Exercise aim: Two lines in the data below mark the range: the one with "position:relative; width:382px; height:760px;" and the one with "translate:-50% -50%; white-space:nowrap;". Return both, along with every line between them, exactly.
+++ Material for this exercise
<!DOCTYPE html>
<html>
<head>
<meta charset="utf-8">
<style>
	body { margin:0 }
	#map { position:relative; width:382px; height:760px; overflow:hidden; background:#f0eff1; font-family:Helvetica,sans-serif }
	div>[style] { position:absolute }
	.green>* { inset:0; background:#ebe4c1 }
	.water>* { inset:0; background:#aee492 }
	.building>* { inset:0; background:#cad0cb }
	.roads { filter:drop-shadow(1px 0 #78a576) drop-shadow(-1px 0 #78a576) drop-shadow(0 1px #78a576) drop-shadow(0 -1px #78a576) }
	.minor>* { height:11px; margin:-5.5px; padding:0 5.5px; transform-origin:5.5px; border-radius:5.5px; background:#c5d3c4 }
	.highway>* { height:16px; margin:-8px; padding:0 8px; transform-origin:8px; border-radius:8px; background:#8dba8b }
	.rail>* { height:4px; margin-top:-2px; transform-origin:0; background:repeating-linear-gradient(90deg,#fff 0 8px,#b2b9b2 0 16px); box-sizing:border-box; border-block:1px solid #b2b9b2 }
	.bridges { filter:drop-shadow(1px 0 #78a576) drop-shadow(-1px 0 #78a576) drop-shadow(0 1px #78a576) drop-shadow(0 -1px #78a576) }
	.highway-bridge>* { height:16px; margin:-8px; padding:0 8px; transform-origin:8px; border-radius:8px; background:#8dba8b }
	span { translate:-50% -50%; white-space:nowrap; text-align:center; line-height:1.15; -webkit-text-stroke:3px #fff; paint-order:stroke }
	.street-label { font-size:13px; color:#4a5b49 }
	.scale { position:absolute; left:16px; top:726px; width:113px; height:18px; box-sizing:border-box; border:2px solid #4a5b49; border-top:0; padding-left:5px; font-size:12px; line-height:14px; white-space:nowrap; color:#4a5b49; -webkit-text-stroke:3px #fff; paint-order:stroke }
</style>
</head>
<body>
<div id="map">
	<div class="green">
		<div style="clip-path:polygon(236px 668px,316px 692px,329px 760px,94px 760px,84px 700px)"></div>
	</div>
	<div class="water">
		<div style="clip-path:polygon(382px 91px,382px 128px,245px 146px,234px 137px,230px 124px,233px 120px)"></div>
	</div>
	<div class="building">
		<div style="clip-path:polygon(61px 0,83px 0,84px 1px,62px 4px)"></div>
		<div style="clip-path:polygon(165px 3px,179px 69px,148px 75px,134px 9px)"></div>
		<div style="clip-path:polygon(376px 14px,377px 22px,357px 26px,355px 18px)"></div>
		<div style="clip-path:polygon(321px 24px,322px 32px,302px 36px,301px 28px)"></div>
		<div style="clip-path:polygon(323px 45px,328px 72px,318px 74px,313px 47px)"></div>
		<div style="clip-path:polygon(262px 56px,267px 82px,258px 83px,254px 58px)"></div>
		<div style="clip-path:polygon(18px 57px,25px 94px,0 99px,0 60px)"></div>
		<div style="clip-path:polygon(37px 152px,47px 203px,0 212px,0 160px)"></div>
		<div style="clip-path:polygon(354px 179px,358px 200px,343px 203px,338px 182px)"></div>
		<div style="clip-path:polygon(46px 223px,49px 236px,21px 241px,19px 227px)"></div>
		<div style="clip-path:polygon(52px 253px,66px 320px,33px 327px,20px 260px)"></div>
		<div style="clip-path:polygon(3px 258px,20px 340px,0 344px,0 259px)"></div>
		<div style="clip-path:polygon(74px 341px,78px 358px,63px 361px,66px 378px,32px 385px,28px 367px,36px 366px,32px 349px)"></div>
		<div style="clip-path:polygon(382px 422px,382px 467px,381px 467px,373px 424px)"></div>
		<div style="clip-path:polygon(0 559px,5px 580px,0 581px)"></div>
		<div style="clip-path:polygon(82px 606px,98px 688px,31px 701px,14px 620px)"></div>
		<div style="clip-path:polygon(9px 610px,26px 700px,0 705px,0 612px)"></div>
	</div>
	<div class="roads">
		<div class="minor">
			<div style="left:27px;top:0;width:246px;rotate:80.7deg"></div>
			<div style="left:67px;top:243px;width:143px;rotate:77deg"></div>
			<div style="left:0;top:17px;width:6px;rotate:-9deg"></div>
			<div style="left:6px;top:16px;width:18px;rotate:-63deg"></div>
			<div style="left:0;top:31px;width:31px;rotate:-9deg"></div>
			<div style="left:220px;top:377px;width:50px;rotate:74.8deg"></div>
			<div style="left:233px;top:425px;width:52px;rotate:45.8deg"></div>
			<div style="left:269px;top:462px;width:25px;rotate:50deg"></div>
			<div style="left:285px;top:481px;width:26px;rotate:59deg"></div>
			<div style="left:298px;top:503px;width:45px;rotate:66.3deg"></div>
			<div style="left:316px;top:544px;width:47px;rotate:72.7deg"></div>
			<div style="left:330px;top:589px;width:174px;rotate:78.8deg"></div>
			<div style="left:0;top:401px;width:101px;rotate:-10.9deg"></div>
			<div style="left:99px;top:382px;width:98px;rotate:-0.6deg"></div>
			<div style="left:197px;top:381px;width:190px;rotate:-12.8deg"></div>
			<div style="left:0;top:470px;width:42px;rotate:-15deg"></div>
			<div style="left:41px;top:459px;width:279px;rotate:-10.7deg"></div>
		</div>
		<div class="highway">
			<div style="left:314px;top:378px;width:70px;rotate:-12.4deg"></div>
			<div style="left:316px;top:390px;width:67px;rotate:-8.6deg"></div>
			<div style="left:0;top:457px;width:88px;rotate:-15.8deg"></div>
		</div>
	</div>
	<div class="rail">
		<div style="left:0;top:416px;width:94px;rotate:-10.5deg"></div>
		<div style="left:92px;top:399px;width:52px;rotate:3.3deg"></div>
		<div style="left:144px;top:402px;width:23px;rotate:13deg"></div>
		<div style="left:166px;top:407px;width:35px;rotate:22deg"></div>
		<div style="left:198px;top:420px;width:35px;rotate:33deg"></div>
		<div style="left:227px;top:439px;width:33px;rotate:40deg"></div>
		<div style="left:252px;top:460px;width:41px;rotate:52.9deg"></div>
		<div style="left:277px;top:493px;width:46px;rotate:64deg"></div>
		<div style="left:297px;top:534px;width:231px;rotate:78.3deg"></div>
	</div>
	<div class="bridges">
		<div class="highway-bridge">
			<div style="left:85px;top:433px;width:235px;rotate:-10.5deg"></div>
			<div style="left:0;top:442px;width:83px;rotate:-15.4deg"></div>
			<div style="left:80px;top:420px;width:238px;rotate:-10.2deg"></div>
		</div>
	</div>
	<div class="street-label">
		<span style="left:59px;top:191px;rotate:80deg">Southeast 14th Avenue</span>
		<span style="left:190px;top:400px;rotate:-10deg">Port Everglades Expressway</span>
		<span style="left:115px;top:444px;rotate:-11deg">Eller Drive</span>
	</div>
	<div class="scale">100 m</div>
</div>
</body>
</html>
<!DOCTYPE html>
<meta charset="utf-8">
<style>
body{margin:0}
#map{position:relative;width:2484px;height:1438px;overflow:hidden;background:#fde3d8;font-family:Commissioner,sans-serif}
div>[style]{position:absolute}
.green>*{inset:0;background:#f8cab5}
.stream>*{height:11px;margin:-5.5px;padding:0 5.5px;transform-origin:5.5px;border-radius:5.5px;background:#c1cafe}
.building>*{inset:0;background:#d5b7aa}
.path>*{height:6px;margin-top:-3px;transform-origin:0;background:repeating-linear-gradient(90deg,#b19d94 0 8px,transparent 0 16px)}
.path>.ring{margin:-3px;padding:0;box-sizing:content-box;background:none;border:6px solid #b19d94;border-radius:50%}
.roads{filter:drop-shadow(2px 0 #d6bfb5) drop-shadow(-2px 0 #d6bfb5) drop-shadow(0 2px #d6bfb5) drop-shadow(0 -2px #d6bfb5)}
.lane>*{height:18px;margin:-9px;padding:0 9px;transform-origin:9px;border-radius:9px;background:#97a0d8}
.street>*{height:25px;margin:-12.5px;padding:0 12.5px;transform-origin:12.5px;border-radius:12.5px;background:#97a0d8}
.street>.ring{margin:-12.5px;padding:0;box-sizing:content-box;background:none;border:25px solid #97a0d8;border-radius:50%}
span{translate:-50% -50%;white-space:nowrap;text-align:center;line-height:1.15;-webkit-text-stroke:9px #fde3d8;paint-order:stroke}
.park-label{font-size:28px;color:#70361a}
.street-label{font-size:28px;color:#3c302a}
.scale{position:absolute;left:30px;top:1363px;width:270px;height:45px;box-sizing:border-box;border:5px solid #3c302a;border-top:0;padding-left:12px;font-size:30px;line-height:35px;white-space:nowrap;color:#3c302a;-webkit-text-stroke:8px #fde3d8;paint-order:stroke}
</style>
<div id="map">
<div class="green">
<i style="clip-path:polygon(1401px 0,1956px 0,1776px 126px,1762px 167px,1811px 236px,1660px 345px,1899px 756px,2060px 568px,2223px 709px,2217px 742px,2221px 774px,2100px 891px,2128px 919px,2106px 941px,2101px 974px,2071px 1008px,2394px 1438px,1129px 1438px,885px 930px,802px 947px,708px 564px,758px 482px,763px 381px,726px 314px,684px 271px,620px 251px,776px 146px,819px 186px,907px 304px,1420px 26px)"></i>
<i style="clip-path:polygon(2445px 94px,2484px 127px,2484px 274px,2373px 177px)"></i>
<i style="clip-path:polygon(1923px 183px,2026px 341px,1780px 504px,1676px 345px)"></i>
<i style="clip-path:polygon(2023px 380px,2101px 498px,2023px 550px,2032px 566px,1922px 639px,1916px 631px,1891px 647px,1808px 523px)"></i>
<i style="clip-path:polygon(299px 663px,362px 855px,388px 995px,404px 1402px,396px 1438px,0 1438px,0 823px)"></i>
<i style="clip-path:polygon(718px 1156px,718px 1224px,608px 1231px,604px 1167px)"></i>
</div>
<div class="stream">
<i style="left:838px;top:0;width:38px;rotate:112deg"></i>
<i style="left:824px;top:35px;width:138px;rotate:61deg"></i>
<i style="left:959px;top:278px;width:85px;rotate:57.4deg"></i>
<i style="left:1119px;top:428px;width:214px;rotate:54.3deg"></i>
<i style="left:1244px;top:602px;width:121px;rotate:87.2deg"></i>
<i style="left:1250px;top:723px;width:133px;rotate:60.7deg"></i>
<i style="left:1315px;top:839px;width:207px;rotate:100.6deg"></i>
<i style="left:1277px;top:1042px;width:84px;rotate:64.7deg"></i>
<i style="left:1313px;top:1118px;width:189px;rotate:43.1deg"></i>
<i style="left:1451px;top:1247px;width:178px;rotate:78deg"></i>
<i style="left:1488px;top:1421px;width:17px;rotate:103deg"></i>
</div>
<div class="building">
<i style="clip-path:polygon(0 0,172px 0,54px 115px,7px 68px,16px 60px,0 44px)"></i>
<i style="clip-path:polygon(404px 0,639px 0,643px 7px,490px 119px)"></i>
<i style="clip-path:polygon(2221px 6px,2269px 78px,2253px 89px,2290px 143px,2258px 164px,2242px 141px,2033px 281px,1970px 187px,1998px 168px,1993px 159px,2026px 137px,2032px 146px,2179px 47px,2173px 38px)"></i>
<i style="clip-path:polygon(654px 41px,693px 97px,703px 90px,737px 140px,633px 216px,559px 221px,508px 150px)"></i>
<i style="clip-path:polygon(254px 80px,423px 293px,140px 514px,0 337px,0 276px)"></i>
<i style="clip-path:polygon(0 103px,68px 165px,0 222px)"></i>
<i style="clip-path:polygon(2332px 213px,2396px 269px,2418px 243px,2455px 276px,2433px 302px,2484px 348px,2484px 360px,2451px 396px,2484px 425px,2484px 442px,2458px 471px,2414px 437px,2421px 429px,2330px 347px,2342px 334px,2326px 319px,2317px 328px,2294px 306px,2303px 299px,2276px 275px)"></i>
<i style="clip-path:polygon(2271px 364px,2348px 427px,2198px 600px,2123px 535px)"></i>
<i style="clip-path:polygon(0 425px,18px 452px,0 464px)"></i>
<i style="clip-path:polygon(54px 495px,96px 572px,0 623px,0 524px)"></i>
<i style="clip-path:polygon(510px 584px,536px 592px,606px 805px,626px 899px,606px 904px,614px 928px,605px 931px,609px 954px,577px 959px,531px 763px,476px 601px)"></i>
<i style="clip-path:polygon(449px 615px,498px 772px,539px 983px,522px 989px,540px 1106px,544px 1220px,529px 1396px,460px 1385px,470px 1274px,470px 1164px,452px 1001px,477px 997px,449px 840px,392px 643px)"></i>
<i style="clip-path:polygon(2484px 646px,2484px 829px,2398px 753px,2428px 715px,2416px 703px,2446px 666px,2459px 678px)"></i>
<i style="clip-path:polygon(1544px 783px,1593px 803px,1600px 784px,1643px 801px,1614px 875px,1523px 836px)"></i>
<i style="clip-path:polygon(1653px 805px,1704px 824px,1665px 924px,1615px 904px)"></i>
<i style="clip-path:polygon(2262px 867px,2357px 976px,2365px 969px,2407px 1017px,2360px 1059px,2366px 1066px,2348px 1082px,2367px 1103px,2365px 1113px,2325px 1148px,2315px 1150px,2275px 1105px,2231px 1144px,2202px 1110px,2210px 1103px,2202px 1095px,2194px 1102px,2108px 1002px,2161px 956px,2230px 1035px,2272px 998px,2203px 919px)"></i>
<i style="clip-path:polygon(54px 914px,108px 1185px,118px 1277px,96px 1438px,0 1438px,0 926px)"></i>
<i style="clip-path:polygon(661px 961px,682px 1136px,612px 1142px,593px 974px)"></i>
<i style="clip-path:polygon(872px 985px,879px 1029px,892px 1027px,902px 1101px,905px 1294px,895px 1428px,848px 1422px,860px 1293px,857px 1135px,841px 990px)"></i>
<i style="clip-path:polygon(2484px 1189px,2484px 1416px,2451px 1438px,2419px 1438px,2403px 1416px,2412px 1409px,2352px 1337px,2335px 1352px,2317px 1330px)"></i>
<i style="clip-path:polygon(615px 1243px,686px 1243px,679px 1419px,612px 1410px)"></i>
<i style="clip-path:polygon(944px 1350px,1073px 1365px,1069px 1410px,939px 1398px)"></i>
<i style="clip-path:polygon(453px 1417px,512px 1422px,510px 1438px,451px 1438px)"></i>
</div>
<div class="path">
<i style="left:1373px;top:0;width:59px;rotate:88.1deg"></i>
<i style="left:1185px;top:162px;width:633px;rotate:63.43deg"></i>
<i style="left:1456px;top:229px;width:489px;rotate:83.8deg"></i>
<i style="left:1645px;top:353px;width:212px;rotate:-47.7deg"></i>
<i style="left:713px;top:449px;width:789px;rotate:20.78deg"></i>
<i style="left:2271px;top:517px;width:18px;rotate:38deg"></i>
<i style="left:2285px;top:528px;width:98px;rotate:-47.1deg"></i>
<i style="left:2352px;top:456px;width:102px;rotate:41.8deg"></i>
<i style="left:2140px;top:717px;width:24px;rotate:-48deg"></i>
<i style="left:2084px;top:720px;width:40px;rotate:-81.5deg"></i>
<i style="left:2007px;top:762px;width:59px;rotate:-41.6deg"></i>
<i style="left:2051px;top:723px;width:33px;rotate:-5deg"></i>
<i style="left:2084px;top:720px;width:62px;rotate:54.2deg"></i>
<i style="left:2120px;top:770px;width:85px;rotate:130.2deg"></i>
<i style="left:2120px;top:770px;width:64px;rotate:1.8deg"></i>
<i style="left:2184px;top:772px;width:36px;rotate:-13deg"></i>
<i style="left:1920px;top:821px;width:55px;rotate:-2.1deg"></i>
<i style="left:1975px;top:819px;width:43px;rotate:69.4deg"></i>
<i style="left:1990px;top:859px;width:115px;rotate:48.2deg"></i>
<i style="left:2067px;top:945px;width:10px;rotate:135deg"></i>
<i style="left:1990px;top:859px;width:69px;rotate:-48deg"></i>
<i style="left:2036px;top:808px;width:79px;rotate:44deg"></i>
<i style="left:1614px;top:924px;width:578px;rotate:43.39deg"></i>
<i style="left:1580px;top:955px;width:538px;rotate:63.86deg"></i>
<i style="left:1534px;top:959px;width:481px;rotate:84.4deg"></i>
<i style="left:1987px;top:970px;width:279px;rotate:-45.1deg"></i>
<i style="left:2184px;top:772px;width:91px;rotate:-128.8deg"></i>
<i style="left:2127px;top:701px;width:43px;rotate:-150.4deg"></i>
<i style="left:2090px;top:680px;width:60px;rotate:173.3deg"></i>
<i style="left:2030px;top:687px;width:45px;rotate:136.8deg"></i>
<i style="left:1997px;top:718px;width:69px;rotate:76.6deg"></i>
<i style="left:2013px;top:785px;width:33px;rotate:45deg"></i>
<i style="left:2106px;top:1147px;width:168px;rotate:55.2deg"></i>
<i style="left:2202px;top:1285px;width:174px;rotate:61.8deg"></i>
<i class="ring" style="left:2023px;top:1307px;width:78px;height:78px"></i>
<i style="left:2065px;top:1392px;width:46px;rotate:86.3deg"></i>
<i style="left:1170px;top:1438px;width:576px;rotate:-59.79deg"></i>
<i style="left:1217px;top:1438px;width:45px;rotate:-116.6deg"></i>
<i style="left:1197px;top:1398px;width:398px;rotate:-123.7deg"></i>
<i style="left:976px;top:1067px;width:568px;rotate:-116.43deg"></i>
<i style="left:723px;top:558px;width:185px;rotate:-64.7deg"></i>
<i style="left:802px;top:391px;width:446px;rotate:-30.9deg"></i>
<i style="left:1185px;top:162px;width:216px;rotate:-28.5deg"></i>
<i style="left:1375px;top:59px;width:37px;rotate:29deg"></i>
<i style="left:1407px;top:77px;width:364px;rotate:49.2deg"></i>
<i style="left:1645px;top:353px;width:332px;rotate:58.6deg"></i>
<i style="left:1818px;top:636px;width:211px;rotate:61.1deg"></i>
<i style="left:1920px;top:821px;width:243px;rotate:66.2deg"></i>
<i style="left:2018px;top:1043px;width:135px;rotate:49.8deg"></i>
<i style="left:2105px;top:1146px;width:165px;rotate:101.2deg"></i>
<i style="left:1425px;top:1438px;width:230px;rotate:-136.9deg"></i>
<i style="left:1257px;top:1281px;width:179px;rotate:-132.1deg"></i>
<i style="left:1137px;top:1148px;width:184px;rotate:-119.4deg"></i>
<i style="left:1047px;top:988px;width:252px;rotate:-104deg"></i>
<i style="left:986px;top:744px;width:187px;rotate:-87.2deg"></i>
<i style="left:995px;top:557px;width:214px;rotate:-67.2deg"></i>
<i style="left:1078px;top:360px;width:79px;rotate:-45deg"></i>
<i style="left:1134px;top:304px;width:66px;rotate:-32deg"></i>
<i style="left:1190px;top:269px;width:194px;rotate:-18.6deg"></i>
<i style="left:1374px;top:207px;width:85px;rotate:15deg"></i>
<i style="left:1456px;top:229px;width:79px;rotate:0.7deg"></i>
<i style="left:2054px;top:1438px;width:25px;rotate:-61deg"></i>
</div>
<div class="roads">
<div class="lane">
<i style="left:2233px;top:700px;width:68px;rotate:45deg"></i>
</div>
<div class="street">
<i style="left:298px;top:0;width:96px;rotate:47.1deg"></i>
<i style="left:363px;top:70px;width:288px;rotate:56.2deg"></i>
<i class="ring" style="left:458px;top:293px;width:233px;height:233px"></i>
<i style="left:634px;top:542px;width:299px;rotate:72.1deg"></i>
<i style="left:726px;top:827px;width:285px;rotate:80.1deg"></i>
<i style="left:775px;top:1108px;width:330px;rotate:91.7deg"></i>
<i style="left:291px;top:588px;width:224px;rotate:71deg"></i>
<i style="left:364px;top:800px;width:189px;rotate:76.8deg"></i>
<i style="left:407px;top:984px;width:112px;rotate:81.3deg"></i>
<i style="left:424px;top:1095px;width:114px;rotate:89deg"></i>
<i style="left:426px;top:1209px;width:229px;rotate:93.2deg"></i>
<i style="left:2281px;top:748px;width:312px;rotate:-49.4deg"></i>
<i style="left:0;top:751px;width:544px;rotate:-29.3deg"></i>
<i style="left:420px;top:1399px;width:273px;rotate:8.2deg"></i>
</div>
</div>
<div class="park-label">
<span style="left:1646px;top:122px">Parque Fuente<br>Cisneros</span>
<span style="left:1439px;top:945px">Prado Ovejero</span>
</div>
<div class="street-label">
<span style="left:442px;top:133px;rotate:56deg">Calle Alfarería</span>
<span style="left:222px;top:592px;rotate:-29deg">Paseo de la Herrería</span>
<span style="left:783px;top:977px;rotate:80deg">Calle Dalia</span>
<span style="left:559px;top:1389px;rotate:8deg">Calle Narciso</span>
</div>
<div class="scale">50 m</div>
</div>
++++++
Expected output:
	#map { position:relative; width:382px; height:760px; overflow:hidden; background:#f0eff1; font-family:Helvetica,sans-serif }
	div>[style] { position:absolute }
	.green>* { inset:0; background:#ebe4c1 }
	.water>* { inset:0; background:#aee492 }
	.building>* { inset:0; background:#cad0cb }
	.roads { filter:drop-shadow(1px 0 #78a576) drop-shadow(-1px 0 #78a576) drop-shadow(0 1px #78a576) drop-shadow(0 -1px #78a576) }
	.minor>* { height:11px; margin:-5.5px; padding:0 5.5px; transform-origin:5.5px; border-radius:5.5px; background:#c5d3c4 }
	.highway>* { height:16px; margin:-8px; padding:0 8px; transform-origin:8px; border-radius:8px; background:#8dba8b }
	.rail>* { height:4px; margin-top:-2px; transform-origin:0; background:repeating-linear-gradient(90deg,#fff 0 8px,#b2b9b2 0 16px); box-sizing:border-box; border-block:1px solid #b2b9b2 }
	.bridges { filter:drop-shadow(1px 0 #78a576) drop-shadow(-1px 0 #78a576) drop-shadow(0 1px #78a576) drop-shadow(0 -1px #78a576) }
	.highway-bridge>* { height:16px; margin:-8px; padding:0 8px; transform-origin:8px; border-radius:8px; background:#8dba8b }
	span { translate:-50% -50%; white-space:nowrap; text-align:center; line-height:1.15; -webkit-text-stroke:3px #fff; paint-order:stroke }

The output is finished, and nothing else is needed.